June’s incidents surrounding the KMMC and its emissions were by far from the first that sounded alarm bells relative to Russian ecological legislation.

In July and August of 2007, bad weather conditions and towering overruns of the maximum allowable pollution limits led to a special meeting in the northern Norwegian town of Kirkenes, attended by KMMC representatives, Norway’s environmental minister, representatives of the Murmansk Regional administration, as well as experts from Norway and Russia.

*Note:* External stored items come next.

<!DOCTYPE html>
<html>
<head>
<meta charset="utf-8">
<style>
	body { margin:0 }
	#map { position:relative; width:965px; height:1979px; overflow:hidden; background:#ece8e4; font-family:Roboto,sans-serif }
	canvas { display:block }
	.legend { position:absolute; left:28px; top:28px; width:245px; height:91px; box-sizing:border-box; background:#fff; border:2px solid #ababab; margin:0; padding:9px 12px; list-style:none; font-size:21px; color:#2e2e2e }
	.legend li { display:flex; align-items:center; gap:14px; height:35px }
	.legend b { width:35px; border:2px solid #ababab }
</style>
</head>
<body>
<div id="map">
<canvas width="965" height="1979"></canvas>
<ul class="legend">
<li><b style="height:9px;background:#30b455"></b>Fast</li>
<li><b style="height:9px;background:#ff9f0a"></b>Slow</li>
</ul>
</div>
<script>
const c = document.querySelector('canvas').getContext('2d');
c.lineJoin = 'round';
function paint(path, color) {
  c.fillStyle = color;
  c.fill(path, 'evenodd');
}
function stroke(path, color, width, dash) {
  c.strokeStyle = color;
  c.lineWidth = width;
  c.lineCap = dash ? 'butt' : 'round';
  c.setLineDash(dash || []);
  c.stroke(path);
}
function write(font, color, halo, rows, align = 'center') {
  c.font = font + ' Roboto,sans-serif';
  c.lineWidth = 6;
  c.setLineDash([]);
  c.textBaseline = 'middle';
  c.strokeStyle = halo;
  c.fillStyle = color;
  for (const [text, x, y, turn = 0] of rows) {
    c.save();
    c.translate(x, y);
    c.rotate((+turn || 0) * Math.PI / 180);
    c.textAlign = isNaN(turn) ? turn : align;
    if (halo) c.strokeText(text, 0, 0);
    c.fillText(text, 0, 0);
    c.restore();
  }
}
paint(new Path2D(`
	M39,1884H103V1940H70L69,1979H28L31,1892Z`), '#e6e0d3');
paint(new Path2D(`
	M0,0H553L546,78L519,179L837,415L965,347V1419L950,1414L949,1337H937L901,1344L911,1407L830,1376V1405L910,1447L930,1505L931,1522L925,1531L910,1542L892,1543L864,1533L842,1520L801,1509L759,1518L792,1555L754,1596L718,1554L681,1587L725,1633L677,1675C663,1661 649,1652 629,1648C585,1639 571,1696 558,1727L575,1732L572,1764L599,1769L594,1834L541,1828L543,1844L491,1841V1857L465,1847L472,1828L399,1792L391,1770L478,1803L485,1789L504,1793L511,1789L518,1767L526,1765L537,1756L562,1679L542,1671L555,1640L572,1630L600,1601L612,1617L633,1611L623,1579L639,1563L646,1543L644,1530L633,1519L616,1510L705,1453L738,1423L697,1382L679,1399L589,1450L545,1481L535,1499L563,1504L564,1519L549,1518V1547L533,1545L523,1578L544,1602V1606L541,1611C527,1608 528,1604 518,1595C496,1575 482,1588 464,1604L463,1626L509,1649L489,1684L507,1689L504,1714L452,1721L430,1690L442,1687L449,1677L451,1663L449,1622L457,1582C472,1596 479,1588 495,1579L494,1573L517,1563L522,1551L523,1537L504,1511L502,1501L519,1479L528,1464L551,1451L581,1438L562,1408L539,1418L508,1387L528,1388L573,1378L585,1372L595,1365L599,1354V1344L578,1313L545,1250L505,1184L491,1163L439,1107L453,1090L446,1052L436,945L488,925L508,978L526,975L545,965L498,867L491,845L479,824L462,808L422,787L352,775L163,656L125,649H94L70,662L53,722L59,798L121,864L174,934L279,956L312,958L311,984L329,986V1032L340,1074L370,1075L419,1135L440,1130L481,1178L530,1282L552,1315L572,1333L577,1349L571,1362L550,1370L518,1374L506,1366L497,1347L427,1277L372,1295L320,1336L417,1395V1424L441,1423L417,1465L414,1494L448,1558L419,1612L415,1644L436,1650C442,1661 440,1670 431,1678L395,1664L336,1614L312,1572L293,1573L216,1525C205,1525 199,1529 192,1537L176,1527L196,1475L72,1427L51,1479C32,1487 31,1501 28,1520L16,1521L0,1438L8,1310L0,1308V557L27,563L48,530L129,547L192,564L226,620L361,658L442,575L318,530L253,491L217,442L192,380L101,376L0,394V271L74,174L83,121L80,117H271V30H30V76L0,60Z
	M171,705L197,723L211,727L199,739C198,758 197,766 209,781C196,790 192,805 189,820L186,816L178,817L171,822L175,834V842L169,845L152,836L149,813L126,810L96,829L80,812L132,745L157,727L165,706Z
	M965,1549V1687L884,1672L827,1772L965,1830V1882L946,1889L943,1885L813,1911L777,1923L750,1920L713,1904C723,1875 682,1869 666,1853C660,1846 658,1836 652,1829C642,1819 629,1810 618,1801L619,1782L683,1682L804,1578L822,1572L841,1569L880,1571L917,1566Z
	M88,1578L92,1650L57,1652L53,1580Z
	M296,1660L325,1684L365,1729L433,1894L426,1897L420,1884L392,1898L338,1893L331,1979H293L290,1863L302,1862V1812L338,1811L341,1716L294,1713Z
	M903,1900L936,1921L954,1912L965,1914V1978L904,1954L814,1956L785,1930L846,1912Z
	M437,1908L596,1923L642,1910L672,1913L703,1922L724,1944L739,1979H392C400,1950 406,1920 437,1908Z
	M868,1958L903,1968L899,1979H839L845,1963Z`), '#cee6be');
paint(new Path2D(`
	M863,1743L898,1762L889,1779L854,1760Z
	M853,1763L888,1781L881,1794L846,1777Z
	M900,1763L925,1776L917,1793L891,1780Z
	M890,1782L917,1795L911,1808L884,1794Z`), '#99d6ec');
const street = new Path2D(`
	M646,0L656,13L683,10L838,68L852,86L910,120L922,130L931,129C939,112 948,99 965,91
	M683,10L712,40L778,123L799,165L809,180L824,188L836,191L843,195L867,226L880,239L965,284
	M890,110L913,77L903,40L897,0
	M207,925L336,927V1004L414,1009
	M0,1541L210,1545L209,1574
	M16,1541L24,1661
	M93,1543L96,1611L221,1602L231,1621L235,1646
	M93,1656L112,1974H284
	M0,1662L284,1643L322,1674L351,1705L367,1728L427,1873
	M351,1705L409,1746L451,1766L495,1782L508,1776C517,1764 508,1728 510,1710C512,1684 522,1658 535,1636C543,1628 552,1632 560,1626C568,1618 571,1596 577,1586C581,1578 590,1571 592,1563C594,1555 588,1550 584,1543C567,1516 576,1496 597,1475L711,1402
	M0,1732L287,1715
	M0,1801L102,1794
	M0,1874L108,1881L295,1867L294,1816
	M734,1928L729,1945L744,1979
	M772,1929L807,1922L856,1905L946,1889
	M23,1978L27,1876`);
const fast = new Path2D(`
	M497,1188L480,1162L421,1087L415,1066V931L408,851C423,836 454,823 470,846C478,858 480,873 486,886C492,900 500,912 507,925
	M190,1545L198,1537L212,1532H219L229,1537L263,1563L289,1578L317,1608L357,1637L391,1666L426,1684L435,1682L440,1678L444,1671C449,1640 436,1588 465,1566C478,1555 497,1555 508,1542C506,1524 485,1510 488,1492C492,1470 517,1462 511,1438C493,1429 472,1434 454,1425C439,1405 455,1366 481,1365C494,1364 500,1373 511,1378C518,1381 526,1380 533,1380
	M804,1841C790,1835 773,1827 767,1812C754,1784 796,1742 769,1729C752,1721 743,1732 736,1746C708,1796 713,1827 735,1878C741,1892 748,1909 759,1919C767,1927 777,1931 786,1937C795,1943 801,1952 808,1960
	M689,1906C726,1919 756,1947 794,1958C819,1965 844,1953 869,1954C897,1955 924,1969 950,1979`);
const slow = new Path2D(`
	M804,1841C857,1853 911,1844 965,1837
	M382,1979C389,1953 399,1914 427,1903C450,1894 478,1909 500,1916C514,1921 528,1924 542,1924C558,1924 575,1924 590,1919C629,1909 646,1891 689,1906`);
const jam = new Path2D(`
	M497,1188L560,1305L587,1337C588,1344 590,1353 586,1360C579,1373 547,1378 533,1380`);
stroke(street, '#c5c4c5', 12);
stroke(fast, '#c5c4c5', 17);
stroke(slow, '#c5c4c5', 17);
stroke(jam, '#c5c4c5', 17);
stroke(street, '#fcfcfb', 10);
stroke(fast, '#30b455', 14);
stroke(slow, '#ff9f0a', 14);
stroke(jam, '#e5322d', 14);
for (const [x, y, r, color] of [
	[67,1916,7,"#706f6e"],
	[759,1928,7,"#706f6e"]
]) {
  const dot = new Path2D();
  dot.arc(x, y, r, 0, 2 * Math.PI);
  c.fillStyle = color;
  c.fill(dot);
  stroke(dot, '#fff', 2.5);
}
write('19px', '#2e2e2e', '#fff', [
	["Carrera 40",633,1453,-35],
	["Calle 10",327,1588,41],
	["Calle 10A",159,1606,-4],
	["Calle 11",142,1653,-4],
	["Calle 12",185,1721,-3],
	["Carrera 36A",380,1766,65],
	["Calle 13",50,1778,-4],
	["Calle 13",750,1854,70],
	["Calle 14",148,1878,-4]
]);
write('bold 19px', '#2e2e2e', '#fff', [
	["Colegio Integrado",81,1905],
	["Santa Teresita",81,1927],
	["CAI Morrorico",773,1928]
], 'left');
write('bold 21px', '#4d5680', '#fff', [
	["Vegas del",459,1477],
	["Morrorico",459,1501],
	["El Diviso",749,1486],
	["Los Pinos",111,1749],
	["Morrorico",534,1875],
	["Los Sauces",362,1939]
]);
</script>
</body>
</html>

In September 2007, the prosecutor of the Pechenga district of the Murmansk Region brought suit against the KMMC.

Andrei Zolotkov, director of Bellona-Murmansk, said it is important to underscore that Bellona only recommends reducing harmful emissions from, and environmental damage inflicted by, the KMMC – not closing the factories.

“We speak of the necessity of reducing harmful emissions,” said Zolotkov.

bodytextimage_AZ-4.jpg Photo: Bellona

“The fact that this problem exists is well known even to the KMMC. If there were not serious excesses of polluting substances in industrial areas, there would not the corresponding emissions, and there would not be constant announcements in the mass media about [the KMMC’s] plans for natural preservation,” Zolotkov said, adding, “I am not at all surprised by this situation, when all government agencies concerned with the environment say in chorus ‘there are no violations, everything is within allowable limits, we went and checked and discovered nothing wrong.’”

Who among local bureaucrats, said Zolotkov, would utter a word against the Murmansk Region’s “budget cash cow.”

“This is small theatrical production, with the participation of the prosecutor, Rosprirodnadzor, and an independent laboratory allows the KMMC to proudly declare its absence of pollution or violations of environmental law while referring to these inspections,” he said.  “But the story will not end here – bad weather will happen in the future, the plants will function, and the emissions will not go anywhere, and the technology is still old.”

Zolotkov noted that discussions of reducing pollution from the KMMC via a process known as “briquetting” – in which special briquettes absorb sulfur dioxide emissions altogether – have been ongoing for three years.

“It remains only to hope that the management of the company during bad weather will undertake necessary decisions to avoid unfavorable consequences for the populations of Zapolyarny and Nikel in time,” said Zolotkov. 

Anna Kireeva contributed to this report.